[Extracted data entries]
□ □ □ □ □
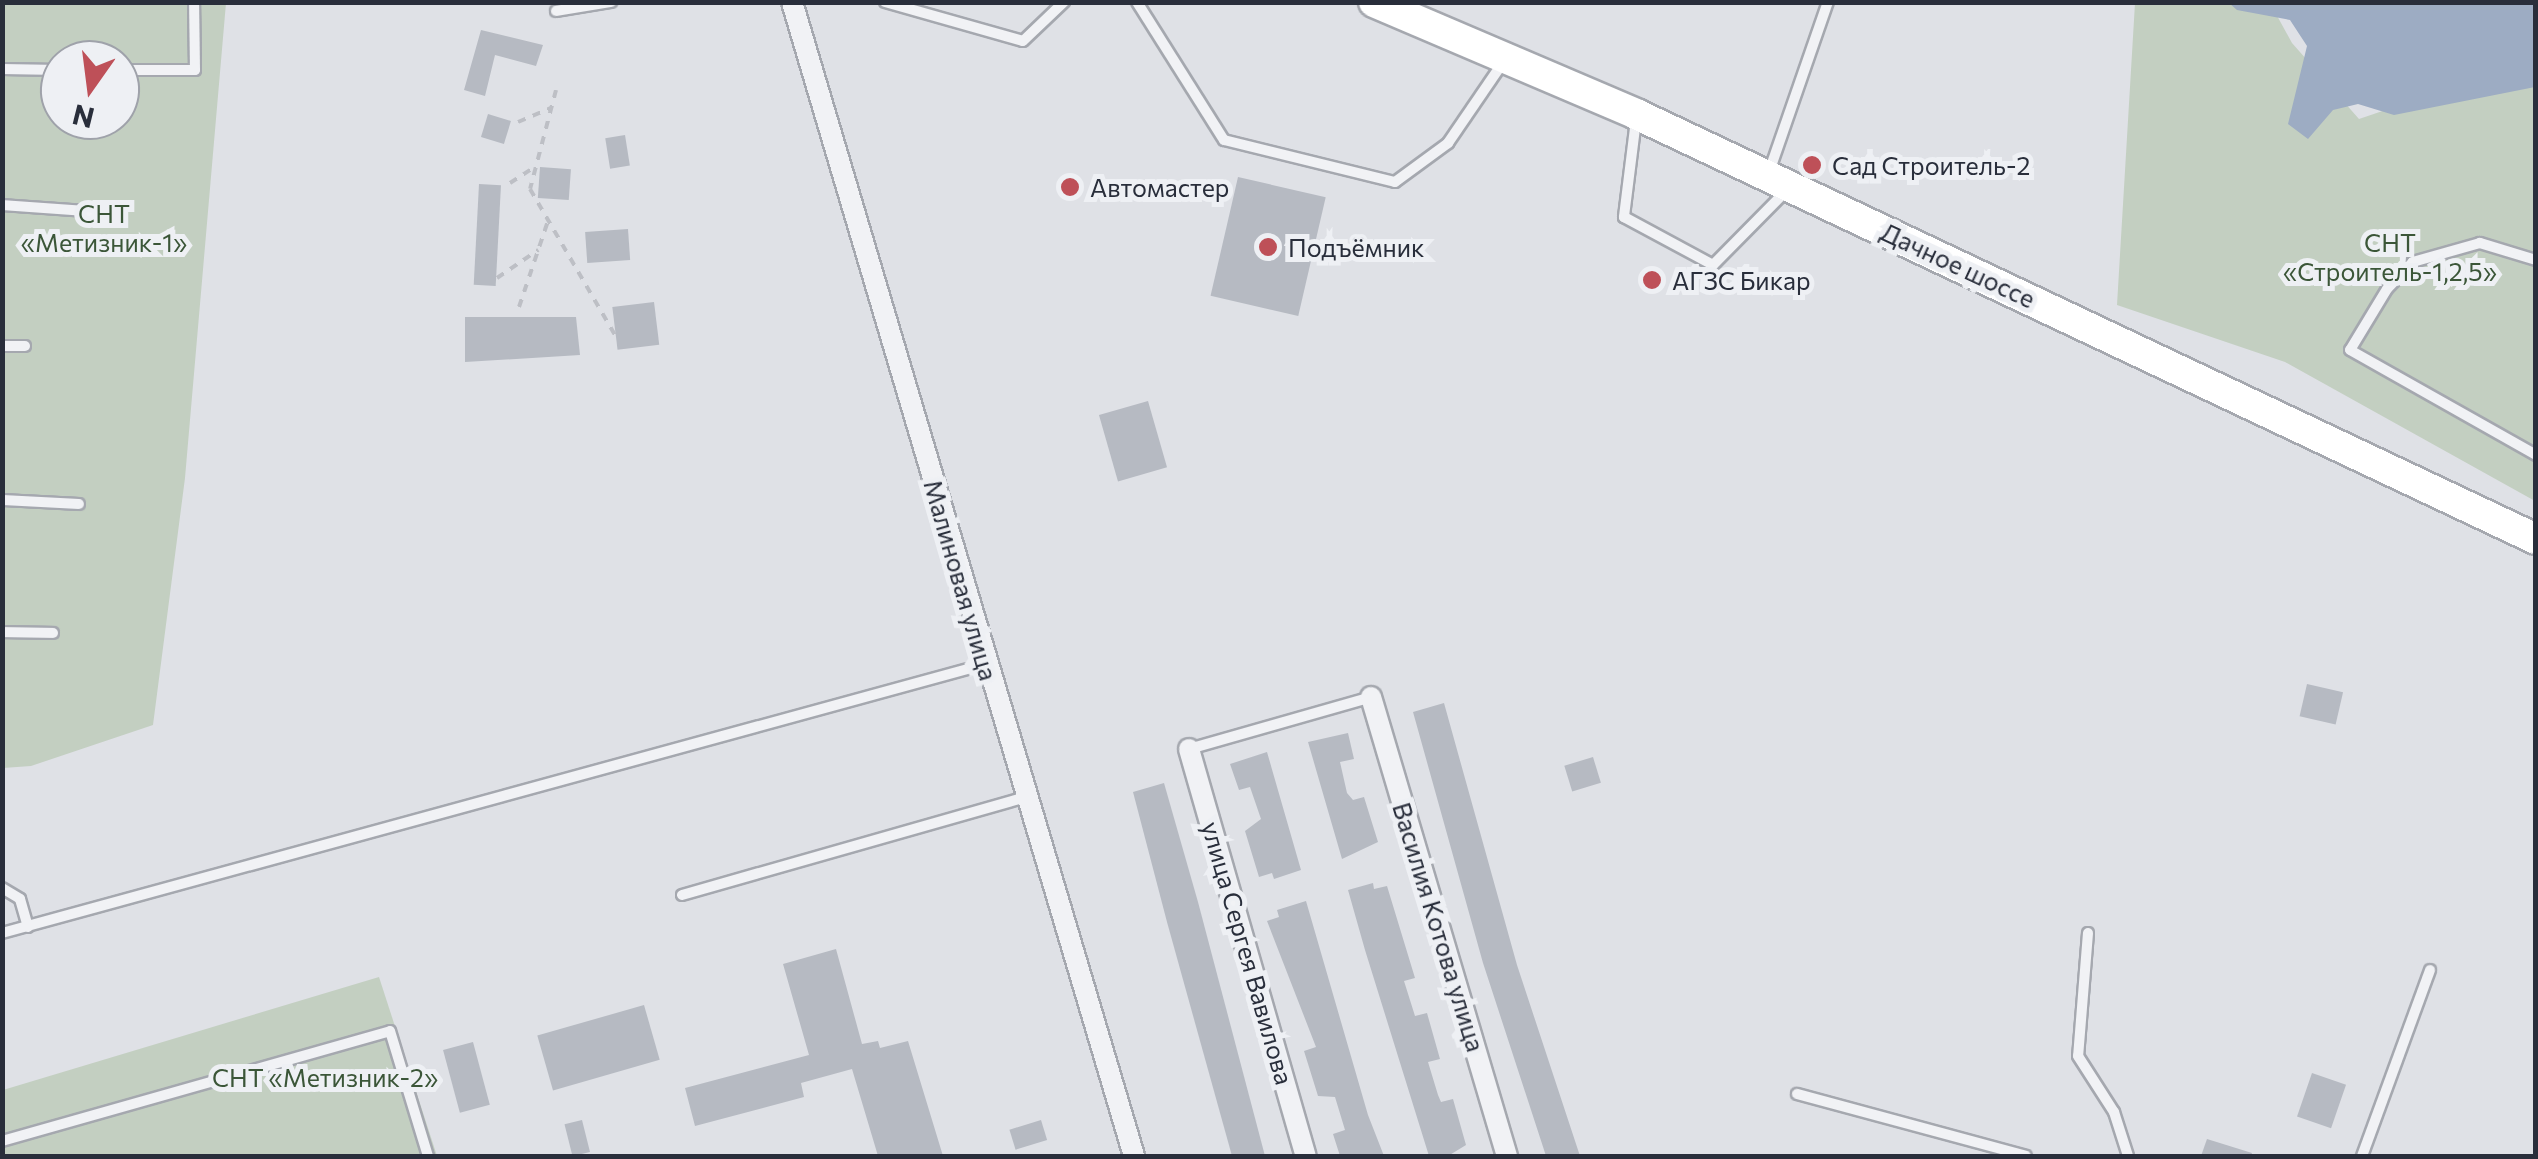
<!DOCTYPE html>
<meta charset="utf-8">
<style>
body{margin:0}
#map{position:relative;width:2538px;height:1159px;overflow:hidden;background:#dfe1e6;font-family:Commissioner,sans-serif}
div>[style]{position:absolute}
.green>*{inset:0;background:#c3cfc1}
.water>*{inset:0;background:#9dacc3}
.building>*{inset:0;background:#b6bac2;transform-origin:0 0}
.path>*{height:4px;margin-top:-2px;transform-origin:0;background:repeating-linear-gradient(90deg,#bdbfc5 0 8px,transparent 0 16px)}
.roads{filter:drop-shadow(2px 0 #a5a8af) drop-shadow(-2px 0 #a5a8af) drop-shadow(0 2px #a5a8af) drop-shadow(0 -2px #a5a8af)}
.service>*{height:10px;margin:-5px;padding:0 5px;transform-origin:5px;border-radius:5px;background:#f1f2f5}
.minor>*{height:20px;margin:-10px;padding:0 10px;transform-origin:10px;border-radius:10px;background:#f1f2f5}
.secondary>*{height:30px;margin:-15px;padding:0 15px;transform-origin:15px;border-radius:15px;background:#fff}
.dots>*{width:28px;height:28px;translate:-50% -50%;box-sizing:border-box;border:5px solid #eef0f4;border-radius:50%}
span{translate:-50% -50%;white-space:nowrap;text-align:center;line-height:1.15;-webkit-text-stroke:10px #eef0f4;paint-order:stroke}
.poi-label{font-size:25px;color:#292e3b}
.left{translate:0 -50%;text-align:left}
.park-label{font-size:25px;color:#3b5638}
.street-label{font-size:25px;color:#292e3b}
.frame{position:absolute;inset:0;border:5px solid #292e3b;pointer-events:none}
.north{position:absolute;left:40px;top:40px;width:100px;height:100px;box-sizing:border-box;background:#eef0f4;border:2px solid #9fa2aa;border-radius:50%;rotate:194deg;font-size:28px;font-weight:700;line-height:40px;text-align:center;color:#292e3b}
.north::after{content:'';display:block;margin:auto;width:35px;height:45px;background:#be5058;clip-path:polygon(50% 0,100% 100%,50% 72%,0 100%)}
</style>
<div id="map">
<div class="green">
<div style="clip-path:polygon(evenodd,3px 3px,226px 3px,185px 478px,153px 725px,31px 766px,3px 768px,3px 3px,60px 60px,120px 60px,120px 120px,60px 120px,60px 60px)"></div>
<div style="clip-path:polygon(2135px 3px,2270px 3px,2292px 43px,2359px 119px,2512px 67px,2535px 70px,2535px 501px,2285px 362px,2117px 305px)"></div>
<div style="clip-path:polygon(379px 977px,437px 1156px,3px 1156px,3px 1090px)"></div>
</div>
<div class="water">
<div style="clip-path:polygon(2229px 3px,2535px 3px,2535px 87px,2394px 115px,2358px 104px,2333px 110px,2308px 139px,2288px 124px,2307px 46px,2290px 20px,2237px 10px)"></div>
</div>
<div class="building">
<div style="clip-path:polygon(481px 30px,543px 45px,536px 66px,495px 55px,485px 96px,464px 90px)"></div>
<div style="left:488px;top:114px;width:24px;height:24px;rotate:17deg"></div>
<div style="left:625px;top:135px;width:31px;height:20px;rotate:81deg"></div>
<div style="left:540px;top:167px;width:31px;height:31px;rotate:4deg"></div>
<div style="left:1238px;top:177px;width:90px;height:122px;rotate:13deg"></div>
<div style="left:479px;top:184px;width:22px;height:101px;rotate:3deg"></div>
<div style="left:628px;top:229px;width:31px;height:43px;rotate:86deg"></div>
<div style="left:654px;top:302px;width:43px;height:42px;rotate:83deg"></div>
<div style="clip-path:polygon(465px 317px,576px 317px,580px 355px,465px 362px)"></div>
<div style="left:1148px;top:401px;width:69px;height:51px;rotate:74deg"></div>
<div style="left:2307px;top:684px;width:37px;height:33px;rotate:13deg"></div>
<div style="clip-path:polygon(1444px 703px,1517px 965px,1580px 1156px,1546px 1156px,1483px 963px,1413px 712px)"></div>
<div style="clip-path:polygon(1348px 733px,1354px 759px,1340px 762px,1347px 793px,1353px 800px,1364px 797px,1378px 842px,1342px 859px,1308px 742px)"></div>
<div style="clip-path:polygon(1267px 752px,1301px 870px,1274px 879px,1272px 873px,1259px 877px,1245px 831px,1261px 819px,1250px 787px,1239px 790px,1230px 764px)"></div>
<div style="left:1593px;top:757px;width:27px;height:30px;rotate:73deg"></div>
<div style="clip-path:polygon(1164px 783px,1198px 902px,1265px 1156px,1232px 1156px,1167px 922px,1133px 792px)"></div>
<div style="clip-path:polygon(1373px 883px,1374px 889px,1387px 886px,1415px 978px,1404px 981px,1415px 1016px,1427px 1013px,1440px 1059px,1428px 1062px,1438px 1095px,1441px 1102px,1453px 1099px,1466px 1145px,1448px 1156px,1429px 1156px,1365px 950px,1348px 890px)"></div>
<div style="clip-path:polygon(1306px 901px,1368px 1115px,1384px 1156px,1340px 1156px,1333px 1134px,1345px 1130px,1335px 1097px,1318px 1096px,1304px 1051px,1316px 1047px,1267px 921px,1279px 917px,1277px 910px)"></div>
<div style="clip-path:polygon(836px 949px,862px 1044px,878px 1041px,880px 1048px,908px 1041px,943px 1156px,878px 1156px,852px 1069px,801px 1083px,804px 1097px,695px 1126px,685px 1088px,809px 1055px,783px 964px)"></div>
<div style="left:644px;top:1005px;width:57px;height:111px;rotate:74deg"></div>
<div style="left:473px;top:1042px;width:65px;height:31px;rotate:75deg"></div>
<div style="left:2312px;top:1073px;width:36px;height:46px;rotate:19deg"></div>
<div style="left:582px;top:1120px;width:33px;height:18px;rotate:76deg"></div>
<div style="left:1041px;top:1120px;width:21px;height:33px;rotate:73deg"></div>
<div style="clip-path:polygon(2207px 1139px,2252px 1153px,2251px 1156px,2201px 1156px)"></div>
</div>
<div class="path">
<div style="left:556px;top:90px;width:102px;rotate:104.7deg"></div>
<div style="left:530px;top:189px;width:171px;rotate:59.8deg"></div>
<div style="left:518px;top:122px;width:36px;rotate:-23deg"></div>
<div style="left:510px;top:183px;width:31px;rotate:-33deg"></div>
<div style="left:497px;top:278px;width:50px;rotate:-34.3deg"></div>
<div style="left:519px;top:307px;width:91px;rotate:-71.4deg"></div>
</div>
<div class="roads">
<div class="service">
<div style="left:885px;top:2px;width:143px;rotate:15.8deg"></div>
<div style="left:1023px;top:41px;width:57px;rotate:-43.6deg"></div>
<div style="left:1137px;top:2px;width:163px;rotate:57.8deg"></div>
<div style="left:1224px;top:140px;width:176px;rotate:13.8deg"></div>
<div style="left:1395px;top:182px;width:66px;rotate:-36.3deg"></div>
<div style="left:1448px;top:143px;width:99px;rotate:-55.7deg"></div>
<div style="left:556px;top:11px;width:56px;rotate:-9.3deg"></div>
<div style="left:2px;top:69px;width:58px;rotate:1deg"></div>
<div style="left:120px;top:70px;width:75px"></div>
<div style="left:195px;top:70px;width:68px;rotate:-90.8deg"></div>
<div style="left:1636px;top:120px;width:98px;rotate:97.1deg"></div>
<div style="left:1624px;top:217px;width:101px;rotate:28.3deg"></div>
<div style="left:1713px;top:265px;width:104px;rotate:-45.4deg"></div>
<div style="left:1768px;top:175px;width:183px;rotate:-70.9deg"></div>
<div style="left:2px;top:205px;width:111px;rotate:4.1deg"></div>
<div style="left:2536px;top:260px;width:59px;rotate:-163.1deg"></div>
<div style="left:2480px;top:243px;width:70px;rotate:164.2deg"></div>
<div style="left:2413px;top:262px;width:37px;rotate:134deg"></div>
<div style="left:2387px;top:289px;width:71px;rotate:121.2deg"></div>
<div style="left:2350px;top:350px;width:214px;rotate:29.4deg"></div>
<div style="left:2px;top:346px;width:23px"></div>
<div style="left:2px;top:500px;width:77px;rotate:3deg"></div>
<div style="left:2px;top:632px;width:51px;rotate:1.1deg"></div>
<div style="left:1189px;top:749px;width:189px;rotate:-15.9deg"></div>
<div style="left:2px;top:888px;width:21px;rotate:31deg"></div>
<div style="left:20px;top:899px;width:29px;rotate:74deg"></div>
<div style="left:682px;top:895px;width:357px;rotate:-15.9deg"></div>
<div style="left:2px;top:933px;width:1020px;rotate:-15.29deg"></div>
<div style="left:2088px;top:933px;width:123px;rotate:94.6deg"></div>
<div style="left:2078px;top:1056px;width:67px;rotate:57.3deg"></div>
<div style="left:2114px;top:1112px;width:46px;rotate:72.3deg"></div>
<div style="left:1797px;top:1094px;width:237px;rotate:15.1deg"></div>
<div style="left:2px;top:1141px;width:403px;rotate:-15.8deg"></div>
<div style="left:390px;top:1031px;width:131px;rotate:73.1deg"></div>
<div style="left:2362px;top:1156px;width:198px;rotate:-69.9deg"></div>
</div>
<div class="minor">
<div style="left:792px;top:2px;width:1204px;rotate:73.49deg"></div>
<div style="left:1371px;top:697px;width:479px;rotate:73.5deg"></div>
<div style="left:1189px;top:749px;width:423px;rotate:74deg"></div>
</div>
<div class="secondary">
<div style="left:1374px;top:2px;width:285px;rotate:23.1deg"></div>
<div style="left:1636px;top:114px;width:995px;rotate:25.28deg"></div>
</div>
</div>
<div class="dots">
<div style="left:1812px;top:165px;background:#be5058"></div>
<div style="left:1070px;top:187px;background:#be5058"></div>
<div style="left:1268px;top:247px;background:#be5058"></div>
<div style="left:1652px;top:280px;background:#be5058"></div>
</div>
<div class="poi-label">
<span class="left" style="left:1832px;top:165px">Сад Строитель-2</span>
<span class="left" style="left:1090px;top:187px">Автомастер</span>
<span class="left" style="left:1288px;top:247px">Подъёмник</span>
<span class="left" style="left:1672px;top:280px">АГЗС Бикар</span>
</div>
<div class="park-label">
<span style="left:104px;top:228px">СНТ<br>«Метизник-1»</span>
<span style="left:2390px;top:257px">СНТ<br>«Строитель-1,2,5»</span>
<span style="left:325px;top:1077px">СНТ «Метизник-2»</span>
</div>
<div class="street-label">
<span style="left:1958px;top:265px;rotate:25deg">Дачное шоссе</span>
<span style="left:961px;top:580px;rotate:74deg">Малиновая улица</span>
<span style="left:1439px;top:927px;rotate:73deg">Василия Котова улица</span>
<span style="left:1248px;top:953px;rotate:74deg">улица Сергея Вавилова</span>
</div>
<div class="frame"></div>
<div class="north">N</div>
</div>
□ □ □ □ □
What are the lines of the data above that include the string "solid"? Copy them.

.dots>*{width:28px;height:28px;translate:-50% -50%;box-sizing:border-box;border:5px solid #eef0f4;border-radius:50%}
.frame{position:absolute;inset:0;border:5px solid #292e3b;pointer-events:none}
.north{position:absolute;left:40px;top:40px;width:100px;height:100px;box-sizing:border-box;background:#eef0f4;border:2px solid #9fa2aa;border-radius:50%;rotate:194deg;font-size:28px;font-weight:700;line-height:40px;text-align:center;color:#292e3b}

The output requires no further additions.